** ACTIVITY **
Each line with the string "rows" is to be copied from the records below.

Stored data
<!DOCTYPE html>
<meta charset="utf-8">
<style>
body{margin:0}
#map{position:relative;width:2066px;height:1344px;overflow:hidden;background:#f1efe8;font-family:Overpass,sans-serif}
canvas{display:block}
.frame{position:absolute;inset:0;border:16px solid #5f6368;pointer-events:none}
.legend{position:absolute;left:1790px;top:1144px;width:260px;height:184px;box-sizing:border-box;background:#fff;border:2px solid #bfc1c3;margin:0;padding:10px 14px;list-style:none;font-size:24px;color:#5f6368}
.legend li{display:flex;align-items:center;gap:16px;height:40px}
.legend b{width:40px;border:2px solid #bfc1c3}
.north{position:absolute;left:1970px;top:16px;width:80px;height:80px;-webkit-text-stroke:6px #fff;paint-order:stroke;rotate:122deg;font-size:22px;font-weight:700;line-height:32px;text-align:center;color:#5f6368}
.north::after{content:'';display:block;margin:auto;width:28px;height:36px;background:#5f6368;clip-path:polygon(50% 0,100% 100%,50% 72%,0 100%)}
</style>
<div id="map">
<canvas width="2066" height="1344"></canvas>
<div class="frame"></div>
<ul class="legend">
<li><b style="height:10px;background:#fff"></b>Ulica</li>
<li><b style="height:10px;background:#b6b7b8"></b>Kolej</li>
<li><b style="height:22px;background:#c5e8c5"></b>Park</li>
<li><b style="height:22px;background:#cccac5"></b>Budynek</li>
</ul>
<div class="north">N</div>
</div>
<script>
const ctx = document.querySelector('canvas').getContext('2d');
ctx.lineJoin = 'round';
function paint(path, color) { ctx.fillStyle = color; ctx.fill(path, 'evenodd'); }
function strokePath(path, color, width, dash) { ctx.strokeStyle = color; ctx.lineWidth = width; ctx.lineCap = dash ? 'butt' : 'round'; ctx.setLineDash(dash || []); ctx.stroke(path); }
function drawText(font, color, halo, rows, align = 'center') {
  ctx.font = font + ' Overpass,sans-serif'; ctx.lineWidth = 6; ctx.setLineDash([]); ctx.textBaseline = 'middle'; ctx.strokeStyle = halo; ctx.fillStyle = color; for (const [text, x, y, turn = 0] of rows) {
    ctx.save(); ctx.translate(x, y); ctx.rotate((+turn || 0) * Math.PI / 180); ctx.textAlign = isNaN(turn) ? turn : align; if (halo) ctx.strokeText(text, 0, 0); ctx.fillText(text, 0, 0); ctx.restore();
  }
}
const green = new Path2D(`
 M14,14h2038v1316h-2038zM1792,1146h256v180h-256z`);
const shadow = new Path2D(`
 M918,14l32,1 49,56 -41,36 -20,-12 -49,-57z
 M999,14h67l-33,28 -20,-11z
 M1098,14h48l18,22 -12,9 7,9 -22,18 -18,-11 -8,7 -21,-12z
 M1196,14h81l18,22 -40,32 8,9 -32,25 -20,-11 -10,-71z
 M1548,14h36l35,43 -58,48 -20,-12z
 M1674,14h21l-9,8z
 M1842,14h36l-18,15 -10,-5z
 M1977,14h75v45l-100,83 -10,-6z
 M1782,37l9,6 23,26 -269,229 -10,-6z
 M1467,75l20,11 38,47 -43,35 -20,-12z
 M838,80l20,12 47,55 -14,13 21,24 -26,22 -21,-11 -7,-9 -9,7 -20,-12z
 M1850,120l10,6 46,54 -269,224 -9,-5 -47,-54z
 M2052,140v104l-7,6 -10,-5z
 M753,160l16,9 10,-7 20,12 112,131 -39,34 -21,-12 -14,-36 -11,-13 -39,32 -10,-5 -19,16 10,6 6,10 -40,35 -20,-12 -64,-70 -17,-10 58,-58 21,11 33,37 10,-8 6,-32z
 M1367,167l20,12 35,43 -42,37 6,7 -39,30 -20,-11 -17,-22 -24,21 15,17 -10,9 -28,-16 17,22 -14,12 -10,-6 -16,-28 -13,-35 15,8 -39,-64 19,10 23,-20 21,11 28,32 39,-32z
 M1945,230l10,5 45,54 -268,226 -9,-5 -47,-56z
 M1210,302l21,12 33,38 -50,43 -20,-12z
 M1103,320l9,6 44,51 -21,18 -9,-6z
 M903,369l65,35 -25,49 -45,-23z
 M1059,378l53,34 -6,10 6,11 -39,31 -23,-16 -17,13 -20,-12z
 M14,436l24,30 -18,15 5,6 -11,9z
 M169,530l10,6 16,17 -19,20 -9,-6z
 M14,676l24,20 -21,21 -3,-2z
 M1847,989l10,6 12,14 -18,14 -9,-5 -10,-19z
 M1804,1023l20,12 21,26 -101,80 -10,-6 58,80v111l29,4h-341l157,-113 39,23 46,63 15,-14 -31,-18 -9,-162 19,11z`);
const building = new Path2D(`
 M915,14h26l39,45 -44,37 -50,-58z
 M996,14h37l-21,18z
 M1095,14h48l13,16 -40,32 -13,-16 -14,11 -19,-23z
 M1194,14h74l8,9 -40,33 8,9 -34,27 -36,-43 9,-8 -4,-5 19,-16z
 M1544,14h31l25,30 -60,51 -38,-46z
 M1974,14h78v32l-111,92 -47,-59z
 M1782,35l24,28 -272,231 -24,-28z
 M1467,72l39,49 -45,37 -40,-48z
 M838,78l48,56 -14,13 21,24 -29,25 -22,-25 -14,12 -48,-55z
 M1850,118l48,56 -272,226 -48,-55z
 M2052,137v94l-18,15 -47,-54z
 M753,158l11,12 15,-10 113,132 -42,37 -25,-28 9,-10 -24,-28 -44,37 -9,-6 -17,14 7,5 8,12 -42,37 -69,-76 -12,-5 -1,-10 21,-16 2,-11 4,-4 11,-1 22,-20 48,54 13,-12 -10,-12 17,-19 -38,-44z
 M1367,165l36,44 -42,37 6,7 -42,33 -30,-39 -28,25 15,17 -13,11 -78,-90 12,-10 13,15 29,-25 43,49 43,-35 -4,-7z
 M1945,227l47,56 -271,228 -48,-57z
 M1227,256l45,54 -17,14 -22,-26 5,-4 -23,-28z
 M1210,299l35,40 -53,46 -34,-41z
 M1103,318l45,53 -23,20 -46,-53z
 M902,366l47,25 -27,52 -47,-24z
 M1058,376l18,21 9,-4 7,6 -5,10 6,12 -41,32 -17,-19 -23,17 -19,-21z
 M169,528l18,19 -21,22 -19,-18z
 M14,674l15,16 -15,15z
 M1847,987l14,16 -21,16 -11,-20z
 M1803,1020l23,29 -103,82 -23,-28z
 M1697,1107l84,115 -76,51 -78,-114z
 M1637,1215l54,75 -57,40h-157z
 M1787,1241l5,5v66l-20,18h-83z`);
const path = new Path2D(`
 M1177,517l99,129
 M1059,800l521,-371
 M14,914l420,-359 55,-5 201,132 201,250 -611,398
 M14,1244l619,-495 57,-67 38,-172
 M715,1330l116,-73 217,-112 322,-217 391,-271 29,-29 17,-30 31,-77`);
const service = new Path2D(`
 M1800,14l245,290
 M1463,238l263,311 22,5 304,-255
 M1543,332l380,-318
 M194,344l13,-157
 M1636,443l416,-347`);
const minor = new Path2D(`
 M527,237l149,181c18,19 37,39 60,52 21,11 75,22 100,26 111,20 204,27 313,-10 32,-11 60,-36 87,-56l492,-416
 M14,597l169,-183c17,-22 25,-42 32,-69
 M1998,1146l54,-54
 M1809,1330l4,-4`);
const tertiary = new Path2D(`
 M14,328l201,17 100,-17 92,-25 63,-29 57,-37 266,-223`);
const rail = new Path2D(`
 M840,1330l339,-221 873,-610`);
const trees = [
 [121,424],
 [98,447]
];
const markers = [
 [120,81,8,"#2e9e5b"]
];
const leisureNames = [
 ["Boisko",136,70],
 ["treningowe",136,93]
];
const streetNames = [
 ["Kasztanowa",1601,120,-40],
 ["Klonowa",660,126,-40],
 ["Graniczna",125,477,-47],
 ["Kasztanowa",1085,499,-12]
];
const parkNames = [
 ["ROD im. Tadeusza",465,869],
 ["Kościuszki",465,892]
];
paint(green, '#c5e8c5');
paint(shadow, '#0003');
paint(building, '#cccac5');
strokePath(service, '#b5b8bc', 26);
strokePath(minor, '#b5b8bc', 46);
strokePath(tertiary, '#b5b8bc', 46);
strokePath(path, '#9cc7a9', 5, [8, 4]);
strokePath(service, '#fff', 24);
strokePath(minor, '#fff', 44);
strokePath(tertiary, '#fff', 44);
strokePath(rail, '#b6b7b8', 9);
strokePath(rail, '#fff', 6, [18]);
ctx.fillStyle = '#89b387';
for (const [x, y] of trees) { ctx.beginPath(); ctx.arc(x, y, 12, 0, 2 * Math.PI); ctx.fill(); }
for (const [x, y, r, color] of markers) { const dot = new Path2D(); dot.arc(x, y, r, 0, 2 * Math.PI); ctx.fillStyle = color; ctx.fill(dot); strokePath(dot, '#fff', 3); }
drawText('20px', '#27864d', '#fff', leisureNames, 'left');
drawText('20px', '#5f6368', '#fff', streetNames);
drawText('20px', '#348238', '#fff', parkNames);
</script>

** SOLUTION **
function drawText(font, color, halo, rows, align = 'center') {
  ctx.font = font + ' Overpass,sans-serif'; ctx.lineWidth = 6; ctx.setLineDash([]); ctx.textBaseline = 'middle'; ctx.strokeStyle = halo; ctx.fillStyle = color; for (const [text, x, y, turn = 0] of rows) {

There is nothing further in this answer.